30 janvier 2007

après-midi d'anniversaire

Invitée par hasard à l’anniversaire de la petite-fille d’un des premiers présidents cubains, du début du XXe siècle —une "petite-fille" qui fêtait donc ses quatre-vingt et quelques années…
Ce fut comme entrer dans une autre Cuba, une Cuba aristocratique, de cette aristocratie du sucre qui a régné ici pendant des siècles (et je pensais aux Survivants, le film ironique de Titón).
Dans le patio intérieur et soigné d’une belle maison basse, à l’ombre de deux palmiers mollement bercés par le vent, toute une société de vieilles dames s’est réunie au fil de l’après-midi.
A priori, les ingrédients étaient les mêmes que pour n’importe quel anniversaire cubain: des verres en plastique blanc avec au choix du coca ou un liquide orange indéterminé, puis la traditionnelle assiette qui réunit dans un côte à côte improbable une friture salée, un chausson à la goyave, un peu de salade de pâtes à la mayonnaise et une part de gâteau bleu ou rose (ah, le «cake azul»—prononcez kèkassoul— toute une institution ici…).
Tout le monde a repris en chœur «Felicidades en tu día, que lo pases con sana alegría, felicidades, etc…», elle a soufflé une bougie. Bref, tout était habituel, et pourtant.
Leurs manières, leur façon de s’habiller, de s’exprimer : à quoi cela tient-il? Où se loge la trace d'une éducation et d'un héritage? Dans un regard sûr de lui et de sa présence au monde? Dans un dos plus raide, une nuque plus droite? Dans des sujets de conversation que l’on ne converse pas?
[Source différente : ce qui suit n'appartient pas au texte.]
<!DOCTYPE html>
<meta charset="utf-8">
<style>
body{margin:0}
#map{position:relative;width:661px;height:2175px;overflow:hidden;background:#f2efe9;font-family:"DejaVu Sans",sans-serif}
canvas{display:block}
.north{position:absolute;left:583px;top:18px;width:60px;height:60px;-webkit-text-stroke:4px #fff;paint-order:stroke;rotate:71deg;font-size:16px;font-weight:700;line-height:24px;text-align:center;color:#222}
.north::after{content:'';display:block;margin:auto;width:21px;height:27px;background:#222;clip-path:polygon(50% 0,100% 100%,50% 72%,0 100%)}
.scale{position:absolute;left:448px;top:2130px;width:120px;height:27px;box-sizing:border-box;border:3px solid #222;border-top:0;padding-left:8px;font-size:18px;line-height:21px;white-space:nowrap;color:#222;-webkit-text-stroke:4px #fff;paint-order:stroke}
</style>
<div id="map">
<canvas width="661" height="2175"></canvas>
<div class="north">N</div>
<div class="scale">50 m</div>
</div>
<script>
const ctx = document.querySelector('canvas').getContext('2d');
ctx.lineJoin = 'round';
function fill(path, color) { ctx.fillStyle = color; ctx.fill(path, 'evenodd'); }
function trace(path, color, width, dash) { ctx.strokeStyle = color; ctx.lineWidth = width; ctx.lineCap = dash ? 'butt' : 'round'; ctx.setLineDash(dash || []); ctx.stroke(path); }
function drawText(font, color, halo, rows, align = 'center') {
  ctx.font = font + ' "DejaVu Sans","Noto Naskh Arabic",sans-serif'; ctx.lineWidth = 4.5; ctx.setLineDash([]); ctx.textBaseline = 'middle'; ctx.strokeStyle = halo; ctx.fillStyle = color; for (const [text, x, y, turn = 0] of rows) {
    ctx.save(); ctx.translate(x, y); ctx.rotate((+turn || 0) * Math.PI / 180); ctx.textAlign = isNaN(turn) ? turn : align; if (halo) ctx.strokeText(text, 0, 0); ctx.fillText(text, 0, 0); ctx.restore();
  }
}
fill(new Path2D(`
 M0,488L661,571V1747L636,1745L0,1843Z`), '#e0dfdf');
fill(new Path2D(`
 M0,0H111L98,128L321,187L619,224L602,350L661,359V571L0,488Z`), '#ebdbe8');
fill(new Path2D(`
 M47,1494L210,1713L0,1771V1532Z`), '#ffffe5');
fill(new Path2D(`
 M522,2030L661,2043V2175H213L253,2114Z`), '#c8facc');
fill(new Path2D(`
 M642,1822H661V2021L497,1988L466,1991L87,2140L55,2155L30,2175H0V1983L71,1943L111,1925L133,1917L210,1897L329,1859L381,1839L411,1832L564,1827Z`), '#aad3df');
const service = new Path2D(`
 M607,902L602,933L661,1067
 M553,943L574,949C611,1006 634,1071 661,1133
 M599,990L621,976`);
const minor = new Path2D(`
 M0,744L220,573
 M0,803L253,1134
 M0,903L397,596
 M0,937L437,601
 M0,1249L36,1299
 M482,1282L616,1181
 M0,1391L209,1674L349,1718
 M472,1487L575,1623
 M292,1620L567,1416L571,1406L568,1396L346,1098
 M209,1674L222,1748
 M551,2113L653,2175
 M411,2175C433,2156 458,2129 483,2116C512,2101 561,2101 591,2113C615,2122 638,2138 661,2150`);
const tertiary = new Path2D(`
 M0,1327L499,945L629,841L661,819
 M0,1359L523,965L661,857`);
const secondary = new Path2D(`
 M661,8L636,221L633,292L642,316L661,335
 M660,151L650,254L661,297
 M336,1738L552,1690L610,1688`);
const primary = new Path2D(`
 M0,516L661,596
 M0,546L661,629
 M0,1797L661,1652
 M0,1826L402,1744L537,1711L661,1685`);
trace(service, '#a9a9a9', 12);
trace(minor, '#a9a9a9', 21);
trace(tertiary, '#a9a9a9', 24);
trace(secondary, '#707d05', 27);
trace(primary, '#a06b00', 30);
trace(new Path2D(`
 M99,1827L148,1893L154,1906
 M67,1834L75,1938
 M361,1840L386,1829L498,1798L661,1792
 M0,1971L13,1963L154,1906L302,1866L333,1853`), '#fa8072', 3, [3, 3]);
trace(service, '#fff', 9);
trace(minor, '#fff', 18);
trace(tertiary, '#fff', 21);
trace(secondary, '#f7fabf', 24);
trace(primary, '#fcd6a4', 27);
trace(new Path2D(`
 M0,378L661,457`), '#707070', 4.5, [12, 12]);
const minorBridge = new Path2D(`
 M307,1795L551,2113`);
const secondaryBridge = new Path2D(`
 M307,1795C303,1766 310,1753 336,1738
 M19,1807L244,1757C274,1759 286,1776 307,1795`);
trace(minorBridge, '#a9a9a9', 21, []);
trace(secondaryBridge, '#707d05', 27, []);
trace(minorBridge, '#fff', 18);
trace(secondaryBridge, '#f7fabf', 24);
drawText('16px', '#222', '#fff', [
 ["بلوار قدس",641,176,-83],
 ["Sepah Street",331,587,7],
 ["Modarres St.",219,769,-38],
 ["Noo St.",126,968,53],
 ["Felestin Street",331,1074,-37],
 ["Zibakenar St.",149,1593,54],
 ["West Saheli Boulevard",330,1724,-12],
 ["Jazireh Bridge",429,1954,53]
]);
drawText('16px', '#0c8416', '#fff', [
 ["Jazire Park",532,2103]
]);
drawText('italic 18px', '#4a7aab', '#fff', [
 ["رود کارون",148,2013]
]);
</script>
Dans d'autres qui sont eux inattendus et pour le coup très cubains (ah, ces commérages en cheveux gris sur le sex appeal du nouveau président équatorien, Rafael Correa, «tu as vu comme il est beau garçon? » «oh, oui, et il est grand!» «écoute, même s’il est capitaliste, moi il me plaît bien…» «mais tu crois qu’il est marié?» «je ne sais pas, on ne les voit jamais, leurs femmes…» «…oui, c’est comme Chavez, on ne connaît pas sa femme.» «bah, ils font tous comme celui d’ici, dont on ne sait rien» «non, c’est pas vrai, un jour à la télévision ici, ils ont montré Chavez avec sa femme» «oui, c’est vrai, je me souviens, quand il est venu en 94»… et ainsi de suite. )
Ces quelques heures ont été comme un voyage dépaysant, témoignage d'une Cuba caduque, vilipendée, mais qui a existé, une high class oisive, rentière, sûre d'elle et très riche — certes, la richesse en moins désormais.
Dans l’île que je connais, cette classe-là n’a plus sa place, elle a été remplacée dans la hiérarchie sociale par l’élite bureaucratique ou militaire, ou par les nouveaux riches de la période spéciale, de vrais pirates.
Il y a de nombreuses classes sociales à Cuba, malgré l'obsession d’égalitarisme de Fidel Castro. Et si pendant trente ans, les écarts ont été réellement réduits, ils ont depuis largement repris leur position : certains Cubains gagnent vraiment beaucoup d'argent, d'autres vraiment trop peu. Comme dans beaucoup d'autres pays, me direz-vous. Exactement.

23 janvier 2007

l’automne en hiver

« … le peu de journaux qui se publiaient encore étaient dédiés à proclamer son éternité et à falsifier sa splendeur avec des images d’archives, ils nous le montraient jour après jour dans ce temps statique de la une, vêtu de l’uniforme tenace des cinq soleils tristes du temps de sa gloire, avec plus d’autorité, d’agilité, de santé que jamais, même si depuis des années nous avions perdu le compte de ses années à lui, il inaugurait à nouveau des monuments connus et des installations de service public que personne ne connaissait dans la vie réelle, il présidait des réunions solennelles que l’on disait d’hier et qui en réalité dataient du siècle dernier…
… non seulement nous avions fini par croire pour de vrai qu’il était né pour survivre à la troisième comète, mais en plus cette conviction nous donnait une assurance et un apaisement que nous croyions dissimuler sous toutes sortes de blagues sur la vieillesse, on lui attribuait les vertus séniles des tortues et les coutumes des éléphants, on racontait dans les bars que quelqu’un avait annoncé au conseil des ministres qu’il était mort et que tous les ministres s’étaient regardés effrayés et s’étaient demandés effrayés et maintenant qui va lui annoncer à lui, ah ah ah…
… nous nous trouvions inermes devant cette évidence, face à un corps pestilentiel que nous étions incapables de remplacer dans le monde car il s'était refusé dans ses instances séniles à prendre aucune décision sur le destin de la patrie après lui, il avait résisté avec l’entêtement invincible de la vieillesse à toutes les suggestions qui lui furent proposées… il était si lucide et si têtu que nous n’avions obtenu de lui que des réponses évasives et des délais chaque fois que nous abordions l’urgence d’organiser son héritage, car il disait que penser le monde après soi était quelque chose qui portait autant malheur que la mort elle-même, au diable, si de toute façon après ma mort les politiciens reviendront pour se répartir ce fourreau, vous verrez, disait-il, ils se répartiront à nouveau tout entre les curés, les gringos et les riches, et rien pour les pauvres…»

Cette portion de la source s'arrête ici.